» **Records provided**
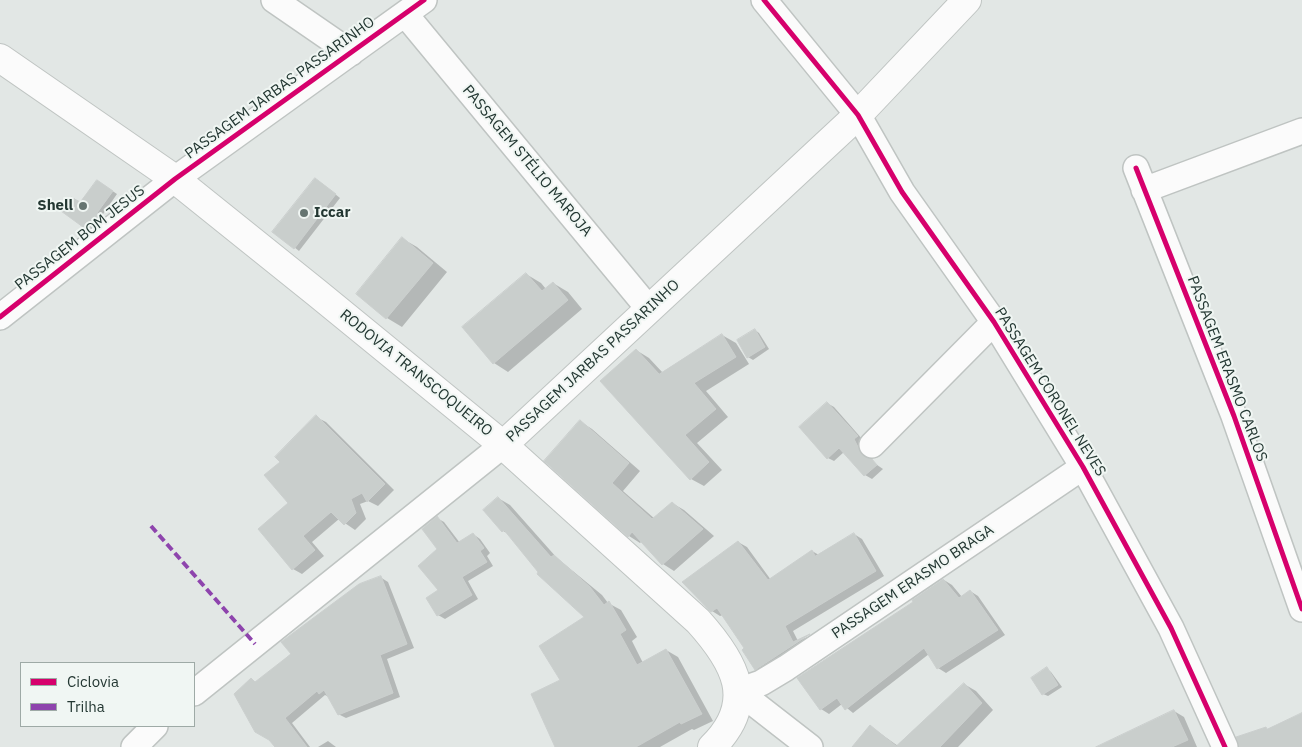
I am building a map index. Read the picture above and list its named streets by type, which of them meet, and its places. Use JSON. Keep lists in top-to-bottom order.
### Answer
{
  "streets": {
    "main road": ["PASSAGEM JARBAS PASSARINHO", "RODOVIA TRANSCOQUEIRO"],
    "street": [
      "PASSAGEM STÉLIO MAROJA",
      "PASSAGEM BOM JESUS",
      "PASSAGEM ERASMO CARLOS",
      "PASSAGEM CORONEL NEVES",
      "PASSAGEM ERASMO BRAGA"
    ]
  },
  "crossings": [
    ["PASSAGEM JARBAS PASSARINHO", "PASSAGEM STÉLIO MAROJA"],
    ["PASSAGEM JARBAS PASSARINHO", "PASSAGEM BOM JESUS"],
    ["PASSAGEM JARBAS PASSARINHO", "RODOVIA TRANSCOQUEIRO"],
    ["PASSAGEM JARBAS PASSARINHO", "PASSAGEM CORONEL NEVES"],
    ["PASSAGEM BOM JESUS", "RODOVIA TRANSCOQUEIRO"],
    ["RODOVIA TRANSCOQUEIRO", "PASSAGEM ERASMO BRAGA"],
    ["PASSAGEM CORONEL NEVES", "PASSAGEM ERASMO BRAGA"]
  ],
  "places": ["Shell", "Iccar"],
  "legend": ["Ciclovia", "Trilha"]
}
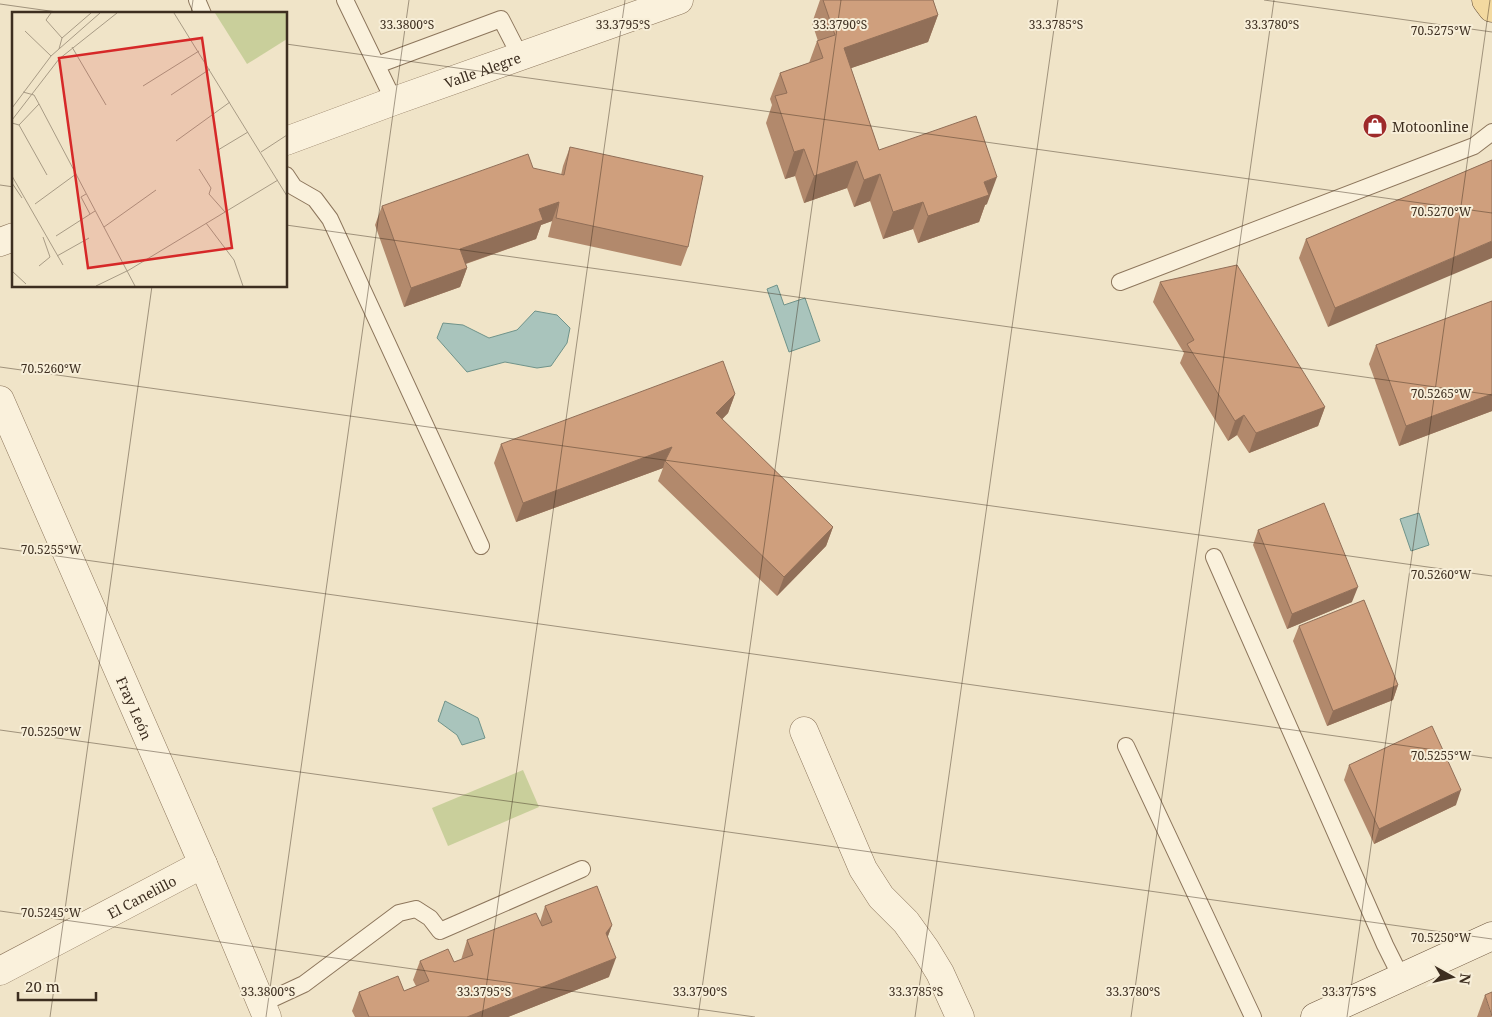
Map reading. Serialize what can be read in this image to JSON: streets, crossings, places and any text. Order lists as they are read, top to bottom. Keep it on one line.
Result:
{"streets":{"street":["Valle Alegre","Fray León","El Canelillo"]},"crossings":[["Fray León","El Canelillo"]],"places":{"shop":["Motoonline"]},"scale_bar":"20 m","north":"right","coordinates":["33.3800°S","33.3795°S","33.3790°S","33.3785°S","33.3780°S","70.5275°W","70.5270°W","70.5260°W","70.5265°W","70.5255°W","70.5250°W","70.5245°W","33.3775°S"]}
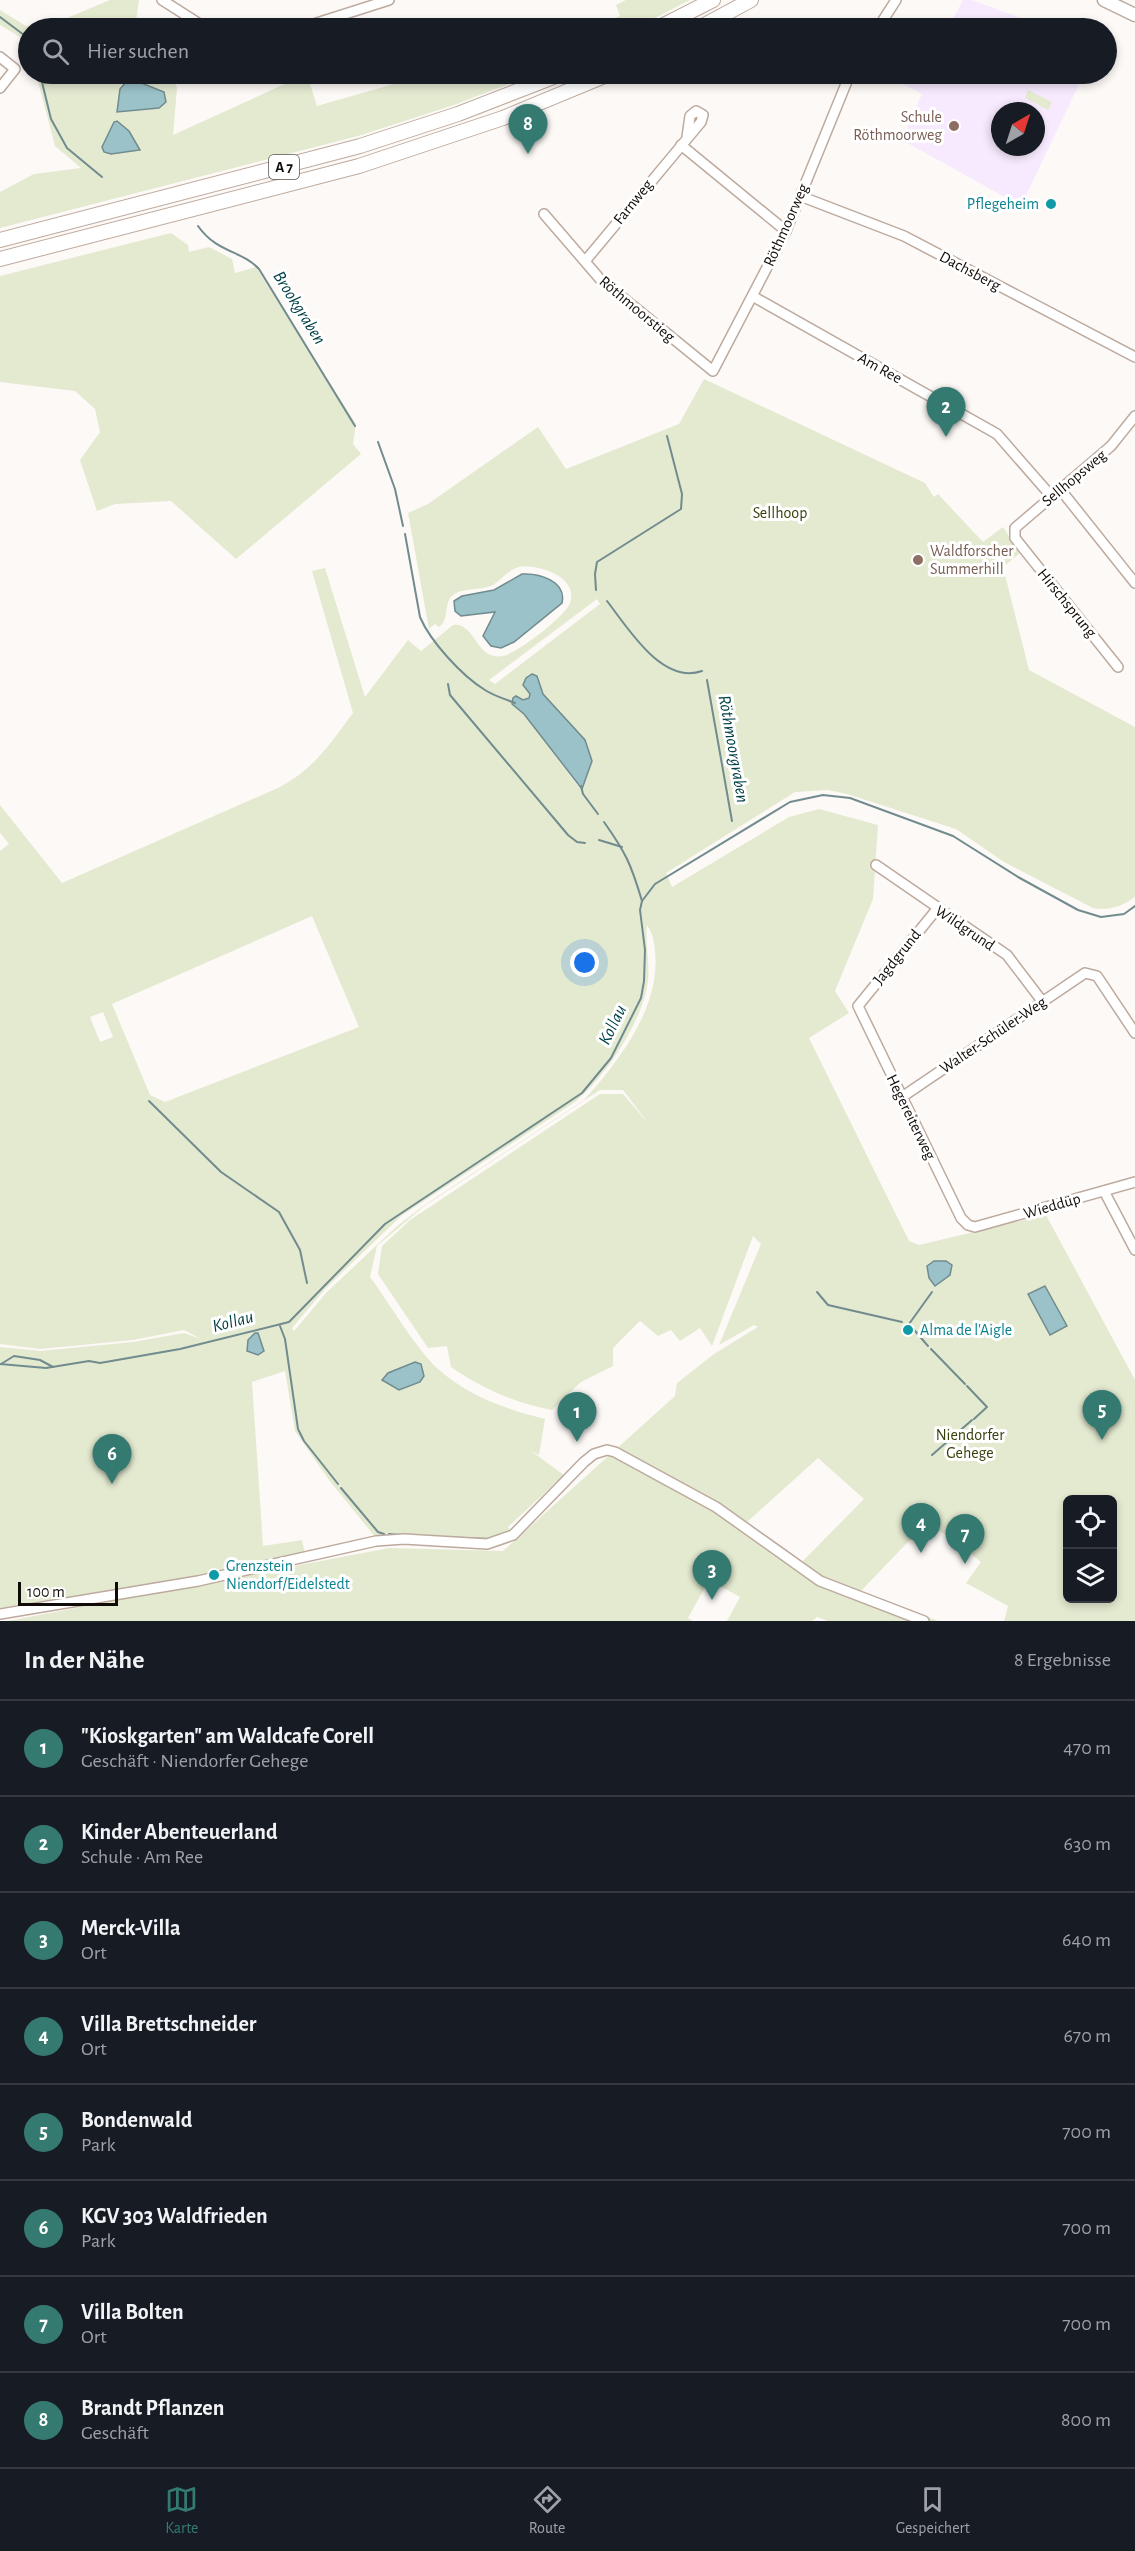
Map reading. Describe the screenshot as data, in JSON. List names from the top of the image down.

» **Exercise**
Copy down every line of the entries containing the word "bottom".

» **Worked solution**
I am building a map index. Read the picture above and list its named streets by type, which of them meet, and its places. Use JSON. Keep lists in top-to-bottom order.
Map reading. Serialize what can be read in this image to JSON: streets, crossings, places and any text. Order lists as they are read, top to bottom. Keep it on one line.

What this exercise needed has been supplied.